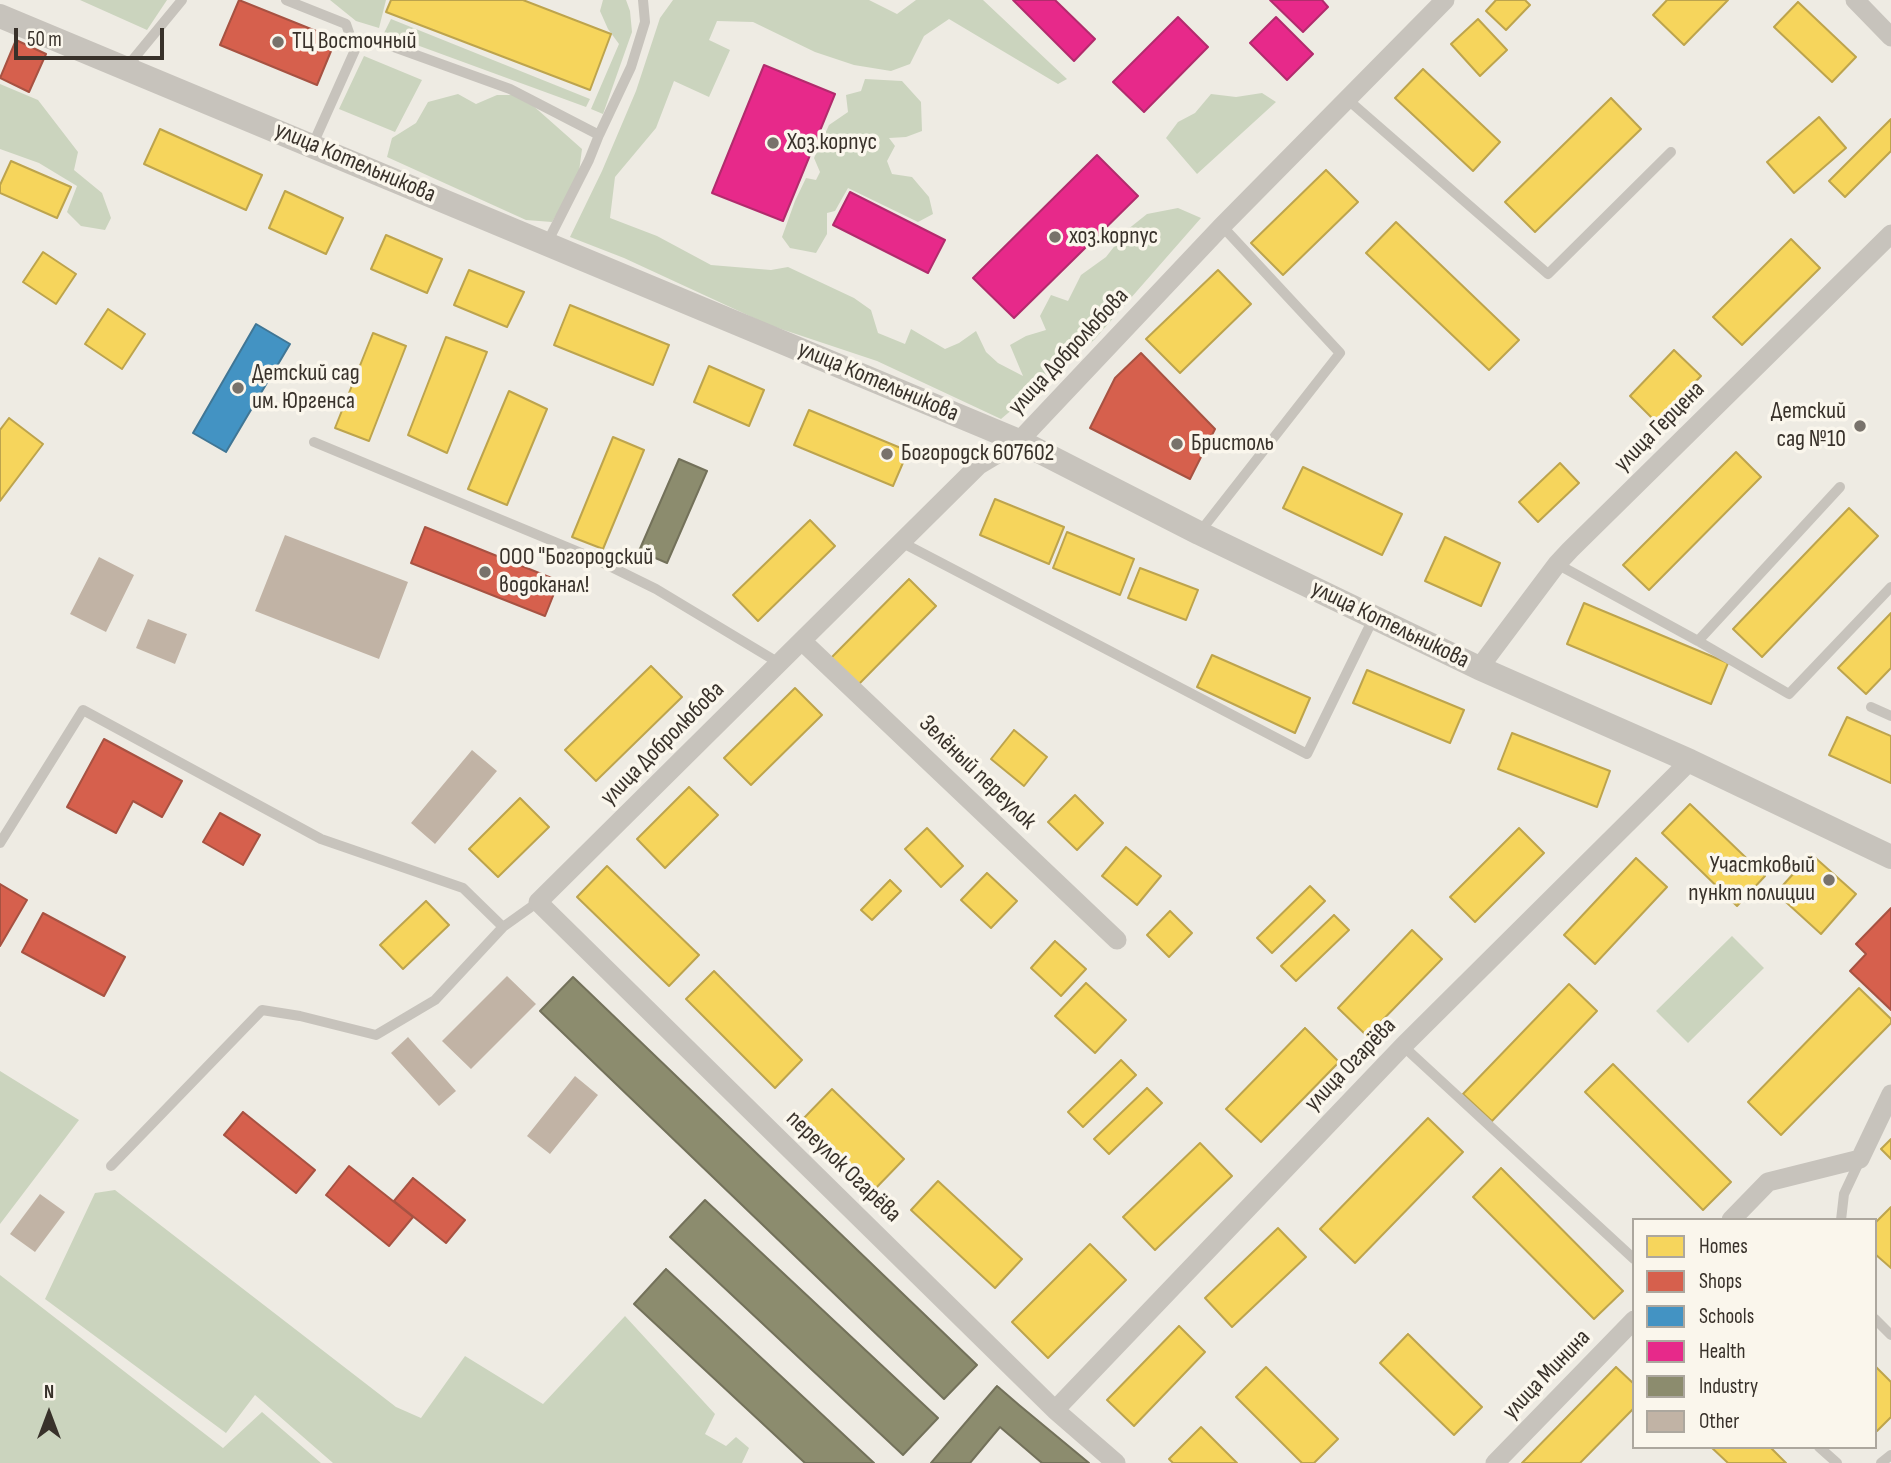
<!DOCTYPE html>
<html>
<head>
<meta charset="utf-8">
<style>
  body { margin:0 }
  #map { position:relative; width:1891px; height:1463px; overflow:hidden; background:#eeebe3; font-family:"Sofia Sans Condensed",sans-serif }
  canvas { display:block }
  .legend { position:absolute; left:1632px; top:1218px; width:245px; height:231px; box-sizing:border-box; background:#faf6ec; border:2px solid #aca79e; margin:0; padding:9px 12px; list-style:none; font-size:21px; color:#38312a }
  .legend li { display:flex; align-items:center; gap:14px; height:35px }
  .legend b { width:35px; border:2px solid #aca79e }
  .north { position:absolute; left:14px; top:1379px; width:70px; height:70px; -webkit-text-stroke:5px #faf6ec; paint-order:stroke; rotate:0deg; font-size:19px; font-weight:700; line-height:28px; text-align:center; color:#38312a }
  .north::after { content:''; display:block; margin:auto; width:24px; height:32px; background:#38312a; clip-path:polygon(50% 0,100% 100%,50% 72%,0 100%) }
  .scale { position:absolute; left:14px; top:28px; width:150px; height:32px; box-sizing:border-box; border:4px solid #38312a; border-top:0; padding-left:9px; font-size:21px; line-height:24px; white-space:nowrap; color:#38312a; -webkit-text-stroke:5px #faf6ec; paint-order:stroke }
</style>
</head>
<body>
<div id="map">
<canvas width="1891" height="1463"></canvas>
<ul class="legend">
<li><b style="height:19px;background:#f6d55c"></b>Homes</li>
<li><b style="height:19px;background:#d6604d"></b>Shops</li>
<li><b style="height:19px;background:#4393c3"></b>Schools</li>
<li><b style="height:19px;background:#e7298a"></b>Health</li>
<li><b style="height:19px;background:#8c8c6e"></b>Industry</li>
<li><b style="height:19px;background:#c1b3a5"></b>Other</li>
</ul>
<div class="north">N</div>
<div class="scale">50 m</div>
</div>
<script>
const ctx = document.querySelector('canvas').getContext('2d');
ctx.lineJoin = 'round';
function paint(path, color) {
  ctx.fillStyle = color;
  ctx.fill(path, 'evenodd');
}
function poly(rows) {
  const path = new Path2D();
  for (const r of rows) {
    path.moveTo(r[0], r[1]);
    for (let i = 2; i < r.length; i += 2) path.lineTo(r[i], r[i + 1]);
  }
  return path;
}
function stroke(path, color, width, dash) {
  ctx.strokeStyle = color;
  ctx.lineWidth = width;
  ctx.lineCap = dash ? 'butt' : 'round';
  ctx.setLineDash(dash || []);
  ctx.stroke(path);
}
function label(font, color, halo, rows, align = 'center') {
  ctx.font = font + ' "Sofia Sans Condensed",sans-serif';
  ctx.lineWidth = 7;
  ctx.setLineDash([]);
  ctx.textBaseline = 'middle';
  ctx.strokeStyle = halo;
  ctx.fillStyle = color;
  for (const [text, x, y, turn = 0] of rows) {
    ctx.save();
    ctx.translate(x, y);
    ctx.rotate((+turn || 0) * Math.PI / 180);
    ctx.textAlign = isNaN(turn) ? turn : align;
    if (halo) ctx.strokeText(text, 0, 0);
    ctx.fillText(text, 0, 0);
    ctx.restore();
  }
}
const green = poly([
  [80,0,167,0,147,30],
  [330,0,386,0,379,28,356,21],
  [603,0,626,0,630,11,632,32,603,114,591,109,619,44,608,29,600,11],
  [673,0,869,0,897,14,916,0,983,0,1067,79,1058,84,949,19,924,36,910,64,891,71,854,65,815,52,753,22,717,21,709,40,730,50,709,97,674,81,656,128,615,177,610,218,657,236,711,265,771,270,788,267,854,298,871,310,878,333,905,344,911,329,945,349,959,343,976,331,986,352,998,363,1023,376,1010,345,1026,336,1046,330,1040,316,1051,295,1068,301,1081,275,1106,257,1127,230,1147,214,1178,208,1201,218,1094,340,1001,419,877,361,769,325,624,258,570,237,602,171,636,91,660,18],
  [391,19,590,99,586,107,384,33],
  [364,56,422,80,395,132,339,109],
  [865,79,902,81,921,102,922,131,906,137,889,138,895,146,887,161,892,174,912,177,929,197,933,214,918,222,848,188,835,211,827,213,827,234,816,253,790,248,782,237,795,201,806,178,816,180,820,172,814,158,829,125,848,112,846,95,861,91],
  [0,84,38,100,78,152,74,170,102,193,111,218,105,230,81,226,67,212,77,186,39,163,0,149],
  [1262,93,1276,102,1197,174,1166,138,1178,122,1195,113,1211,94,1236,97],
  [458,94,476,104,497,95,521,95,582,149,578,179,552,222,526,220,387,157,392,138,416,123,428,102],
  [1732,936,1764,968,1688,1043,1656,1011],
  [0,1071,79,1120,0,1224],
  [115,1190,396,1407,421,1418,465,1356,543,1404,625,1316,715,1414,705,1434,726,1446,736,1437,749,1448,742,1463,333,1463,255,1395,226,1433,45,1299,95,1193],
  [0,1275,223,1448,262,1412,321,1463,0,1463]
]);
const homes = poly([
  [391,0,523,0,611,34,590,90,386,12,391,0],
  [1496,0,1525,0,1530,5,1506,30,1486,11,1496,0],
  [1667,0,1728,0,1684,45,1653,15,1667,0],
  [1798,2,1856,57,1832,82,1774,27,1798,2],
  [1478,19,1507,50,1480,76,1451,44,1478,19],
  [1423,69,1500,142,1473,171,1395,98,1423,69],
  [1611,98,1641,129,1535,232,1505,202,1611,98],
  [1819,117,1846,148,1794,193,1767,162,1819,117],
  [1891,119,1891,151,1845,197,1829,181,1891,119],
  [160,129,262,175,246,210,144,164,160,129],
  [11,161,71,187,57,218,0,193,0,185,11,161],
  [1326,170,1358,202,1283,275,1251,243,1326,170],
  [285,191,343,218,326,254,269,228,285,191],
  [1396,222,1519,340,1489,370,1366,253,1396,222],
  [386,235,442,259,427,293,371,269,386,235],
  [1791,239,1820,268,1742,345,1713,317,1791,239],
  [43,252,76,274,56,304,23,282,43,252],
  [469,270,524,292,507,327,454,305,469,270],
  [1218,270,1251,304,1180,373,1146,339,1218,270],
  [570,305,669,345,653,385,554,345,570,305],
  [108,309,145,334,122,369,85,344,108,309],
  [373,333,406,346,369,441,335,428,373,333],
  [446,337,487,352,447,453,408,435,446,337],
  [1674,350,1701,376,1656,422,1630,396,1674,350],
  [709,366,764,390,749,426,694,402,709,366],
  [509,391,547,409,507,505,468,489,509,391],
  [809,410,908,451,893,486,794,445,809,410],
  [9,418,43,444,0,501,0,430,9,418],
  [613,437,644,450,603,549,572,537,613,437],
  [1736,452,1761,477,1649,590,1623,565,1736,452],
  [1560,463,1579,483,1538,522,1519,502,1560,463],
  [1303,467,1402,514,1382,555,1283,508,1303,467],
  [995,499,1064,527,1049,564,980,535,995,499],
  [1849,508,1878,536,1762,657,1733,629,1849,508],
  [810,520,835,546,758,621,733,595,810,520],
  [1067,532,1134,559,1120,595,1053,568,1067,532],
  [1445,537,1500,563,1481,606,1425,581,1445,537],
  [1140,568,1198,590,1186,620,1128,598,1140,568],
  [909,579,936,606,857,686,830,659,909,579],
  [1584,603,1728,663,1711,704,1567,644,1584,603],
  [1891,613,1891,668,1866,694,1838,668,1891,613],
  [1212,655,1310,698,1295,733,1197,687,1212,655],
  [651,666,682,697,596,781,565,750,651,666],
  [1367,670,1464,710,1450,743,1353,703,1367,670],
  [795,688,822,715,751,785,724,758,795,688],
  [1847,717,1891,736,1891,783,1829,755,1847,717],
  [1014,730,1047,757,1024,786,991,759,1014,730],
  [1512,733,1610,771,1597,807,1498,769,1512,733],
  [689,787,718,815,665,868,637,839,689,787],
  [1075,795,1103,823,1077,850,1048,822,1075,795],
  [520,798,549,827,498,877,469,849,520,798],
  [1690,804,1765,876,1737,906,1662,833,1690,804],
  [927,828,963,866,941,887,905,849,927,828],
  [1519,828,1544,853,1475,922,1450,897,1519,828],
  [1126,847,1161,876,1137,905,1102,876,1126,847],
  [1811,854,1856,894,1821,934,1776,893,1811,854],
  [1636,858,1667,887,1595,964,1564,935,1636,858],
  [607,866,699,955,669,986,577,897,607,866],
  [987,873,1017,901,991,928,961,900,987,873],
  [890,880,901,891,872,920,861,910,890,880],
  [1310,886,1325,901,1272,953,1257,938,1310,886],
  [426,901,449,925,403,969,380,945,426,901],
  [1170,911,1192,933,1169,957,1147,935,1170,911],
  [1334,915,1349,930,1296,981,1281,966,1334,915],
  [1412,930,1442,959,1367,1036,1338,1008,1412,930],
  [1055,941,1086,969,1061,996,1031,968,1055,941],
  [714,971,802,1060,775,1088,686,999,714,971],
  [1086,983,1126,1020,1095,1053,1055,1016,1086,983],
  [1569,984,1597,1011,1492,1121,1463,1094,1569,984],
  [1859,988,1891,1019,1891,1023,1781,1135,1748,1102,1859,988],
  [1305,1028,1339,1062,1261,1142,1226,1109,1305,1028],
  [1121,1060,1136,1075,1083,1127,1068,1112,1121,1060],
  [1613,1064,1731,1182,1703,1210,1585,1092,1613,1064],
  [1147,1088,1162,1103,1109,1154,1094,1139,1147,1088],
  [832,1089,904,1159,875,1189,803,1119,832,1089],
  [1428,1118,1463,1152,1355,1263,1320,1229,1428,1118],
  [1891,1139,1891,1159,1881,1149,1891,1139],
  [1200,1143,1232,1176,1155,1250,1123,1217,1200,1143],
  [1501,1168,1623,1291,1594,1319,1473,1197,1501,1168],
  [938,1181,1022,1259,995,1288,911,1210,938,1181],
  [1891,1207,1891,1268,1875,1254,1875,1223,1891,1207],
  [1278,1228,1306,1257,1232,1327,1205,1298,1278,1228],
  [1090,1244,1126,1280,1048,1358,1012,1322,1090,1244],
  [1179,1326,1205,1352,1134,1426,1107,1400,1179,1326],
  [1408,1334,1482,1407,1454,1435,1380,1363,1408,1334],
  [1875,1366,1891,1382,1891,1417,1877,1431,1875,1429,1875,1366],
  [1266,1367,1338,1439,1314,1463,1302,1463,1236,1397,1266,1367],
  [1616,1367,1634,1384,1634,1408,1580,1463,1522,1463,1616,1367],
  [1201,1427,1237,1463,1173,1463,1169,1459,1201,1427],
  [1711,1447,1770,1447,1786,1463,1728,1463,1711,1447]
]);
const shops = poly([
  [239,0,336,39,317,85,220,45,239,0],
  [16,40,46,54,29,92,0,78,16,40],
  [1141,353,1215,429,1190,479,1090,428,1115,378,1141,353],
  [425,527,559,581,545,616,411,563,425,527],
  [104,739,182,781,162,817,133,801,116,833,67,807,104,739],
  [220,813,260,835,243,865,203,842,220,813],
  [0,884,27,900,0,946,0,884],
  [1891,908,1891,1010,1850,971,1866,954,1856,944,1891,908],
  [43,913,125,957,104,996,22,952,43,913],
  [243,1112,315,1170,296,1193,224,1135,243,1112],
  [349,1166,413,1217,389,1246,326,1195,349,1166],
  [413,1178,465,1220,446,1243,394,1201,413,1178]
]);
const schools = poly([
  [256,324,290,344,226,452,193,433,256,324]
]);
const health = poly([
  [1013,0,1055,0,1095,39,1074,61,1013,0],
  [1270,0,1322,0,1328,7,1303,32,1270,0],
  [1178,17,1208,47,1144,112,1113,82,1178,17],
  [1276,17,1313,54,1287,80,1250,43,1276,17],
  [764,65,835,94,783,221,712,193,764,65],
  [1097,155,1138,196,1014,318,973,278,1097,155],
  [850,192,945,240,928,273,833,225,850,192]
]);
const industry = poly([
  [679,459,707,471,667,563,639,551,679,459],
  [573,977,977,1365,944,1399,540,1011,573,977],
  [705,1200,938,1418,903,1455,670,1237,705,1200],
  [666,1269,874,1463,805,1463,634,1304,666,1269],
  [997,1386,1019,1405,1089,1463,1042,1463,1000,1427,970,1463,931,1463,997,1386]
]);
const building = poly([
  [285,535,408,582,379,659,255,611],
  [99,557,134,575,106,632,70,614],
  [148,619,187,634,175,664,136,648],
  [472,750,497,771,435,844,411,823],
  [507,976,536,1004,471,1069,442,1041],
  [408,1037,456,1091,439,1106,391,1053],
  [575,1076,598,1095,550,1154,527,1136],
  [40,1194,65,1212,35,1252,10,1234]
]);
const service = poly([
  [286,0,346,24,355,50,313,144],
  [380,42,510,89,599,135,631,67,645,22,643,0],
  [126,68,182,0],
  [1347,99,1548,274,1671,152],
  [547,243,589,160,599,135],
  [314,442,591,557,656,589,779,663],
  [1199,533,1340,353,1222,226],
  [901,542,1307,754,1374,617],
  [1557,564,1698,641,1789,694,1891,587],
  [1698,641,1840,487],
  [1871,707,1891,716],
  [0,843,83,710,321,839,463,888,503,927],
  [1403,1046,1634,1259],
  [111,1166,262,1010,300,1016,376,1035,435,1000,503,927,538,902],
  [1841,1220,1844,1194,1860,1160],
  [1875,1319,1891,1335],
  [1819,1447,1837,1463],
  [1881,1463,1891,1455]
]);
const minor = poly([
  [1855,0,1891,37],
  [802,641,1117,940],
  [1479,668,1557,564,1570,550,1891,234],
  [1731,1220,1768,1182,1860,1159,1891,1094],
  [1055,1410,1403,1046,1690,761],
  [1116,1463,1055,1410,538,902,979,465,1019,441,1222,226,1445,0],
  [1495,1463,1634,1320]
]);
const tertiary = poly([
  [0,16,1019,441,1199,533,1479,668,1690,761,1891,857]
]);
const markers = [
  [278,42,7,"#78726b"],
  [773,143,7,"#78726b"],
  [1055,237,7,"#78726b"],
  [238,388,7,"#78726b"],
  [1860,426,7,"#78726b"],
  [1177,444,7,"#78726b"],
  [887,454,7,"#78726b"],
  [485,572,7,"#78726b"],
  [1829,880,7,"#78726b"]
];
const poiNames = [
  ["ТЦ Восточный",292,42],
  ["Хоз.корпус",787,143],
  ["хоз.корпус",1069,237],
  ["Детский сад",252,374],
  ["им. Юргенса",252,402],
  ["Детский",1846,412,"right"],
  ["сад №10",1846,440,"right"],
  ["Бристоль",1191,444],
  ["Богородск 607602",901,454],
  ["ООО \"Богородский",499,558],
  ["водоканал!",499,586],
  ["Участковый",1815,866,"right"],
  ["пункт полиции",1815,894,"right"]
];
const streetNames = [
  ["улица Котельникова",355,163,23],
  ["улица Добролюбова",1069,352,-47],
  ["улица Котельникова",878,382,23],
  ["улица Герцена",1660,427,-45],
  ["улица Котельникова",1390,625,26],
  ["улица Добролюбова",663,744,-45],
  ["Зелёный переулок",977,773,44],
  ["улица Огарёва",1351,1065,-46],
  ["переулок Огарёва",843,1167,44],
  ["улица Минина",1547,1375,-46]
];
paint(green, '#cbd4be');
paint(homes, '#f6d55c');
stroke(homes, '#bda44d', 2);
paint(shops, '#d6604d');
stroke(shops, '#a75242', 2);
paint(schools, '#4393c3');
stroke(schools, '#407695', 2);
paint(health, '#e7298a');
stroke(health, '#b22b6d', 2);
paint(industry, '#8c8c6e');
stroke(industry, '#73715a', 2);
paint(building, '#c1b3a5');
stroke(service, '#c7c3bc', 10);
stroke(minor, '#c7c3bc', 19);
stroke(tertiary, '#c7c3bc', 24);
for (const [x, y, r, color] of markers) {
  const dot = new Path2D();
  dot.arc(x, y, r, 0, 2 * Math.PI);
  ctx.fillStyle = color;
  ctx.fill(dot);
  stroke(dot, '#faf6ec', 2.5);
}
label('24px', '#38312a', '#faf6ec', poiNames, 'left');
label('24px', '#38312a', '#faf6ec', streetNames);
</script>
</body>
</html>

□ □ □ □ □

◆ What is required: Pictures excluded, repeat the records exactly from their opening line through the line containing "path.moveTo(r[0], r[1]);".

◆ Problem solution:
<!DOCTYPE html>
<html>
<head>
<meta charset="utf-8">
<style>
  body { margin:0 }
  #map { position:relative; width:1891px; height:1463px; overflow:hidden; background:#eeebe3; font-family:"Sofia Sans Condensed",sans-serif }
  canvas { display:block }
  .legend { position:absolute; left:1632px; top:1218px; width:245px; height:231px; box-sizing:border-box; background:#faf6ec; border:2px solid #aca79e; margin:0; padding:9px 12px; list-style:none; font-size:21px; color:#38312a }
  .legend li { display:flex; align-items:center; gap:14px; height:35px }
  .legend b { width:35px; border:2px solid #aca79e }
  .north { position:absolute; left:14px; top:1379px; width:70px; height:70px; -webkit-text-stroke:5px #faf6ec; paint-order:stroke; rotate:0deg; font-size:19px; font-weight:700; line-height:28px; text-align:center; color:#38312a }
  .north::after { content:''; display:block; margin:auto; width:24px; height:32px; background:#38312a; clip-path:polygon(50% 0,100% 100%,50% 72%,0 100%) }
  .scale { position:absolute; left:14px; top:28px; width:150px; height:32px; box-sizing:border-box; border:4px solid #38312a; border-top:0; padding-left:9px; font-size:21px; line-height:24px; white-space:nowrap; color:#38312a; -webkit-text-stroke:5px #faf6ec; paint-order:stroke }
</style>
</head>
<body>
<div id="map">
<canvas width="1891" height="1463"></canvas>
<ul class="legend">
<li><b style="height:19px;background:#f6d55c"></b>Homes</li>
<li><b style="height:19px;background:#d6604d"></b>Shops</li>
<li><b style="height:19px;background:#4393c3"></b>Schools</li>
<li><b style="height:19px;background:#e7298a"></b>Health</li>
<li><b style="height:19px;background:#8c8c6e"></b>Industry</li>
<li><b style="height:19px;background:#c1b3a5"></b>Other</li>
</ul>
<div class="north">N</div>
<div class="scale">50 m</div>
</div>
<script>
const ctx = document.querySelector('canvas').getContext('2d');
ctx.lineJoin = 'round';
function paint(path, color) {
  ctx.fillStyle = color;
  ctx.fill(path, 'evenodd');
}
function poly(rows) {
  const path = new Path2D();
  for (const r of rows) {
    path.moveTo(r[0], r[1]);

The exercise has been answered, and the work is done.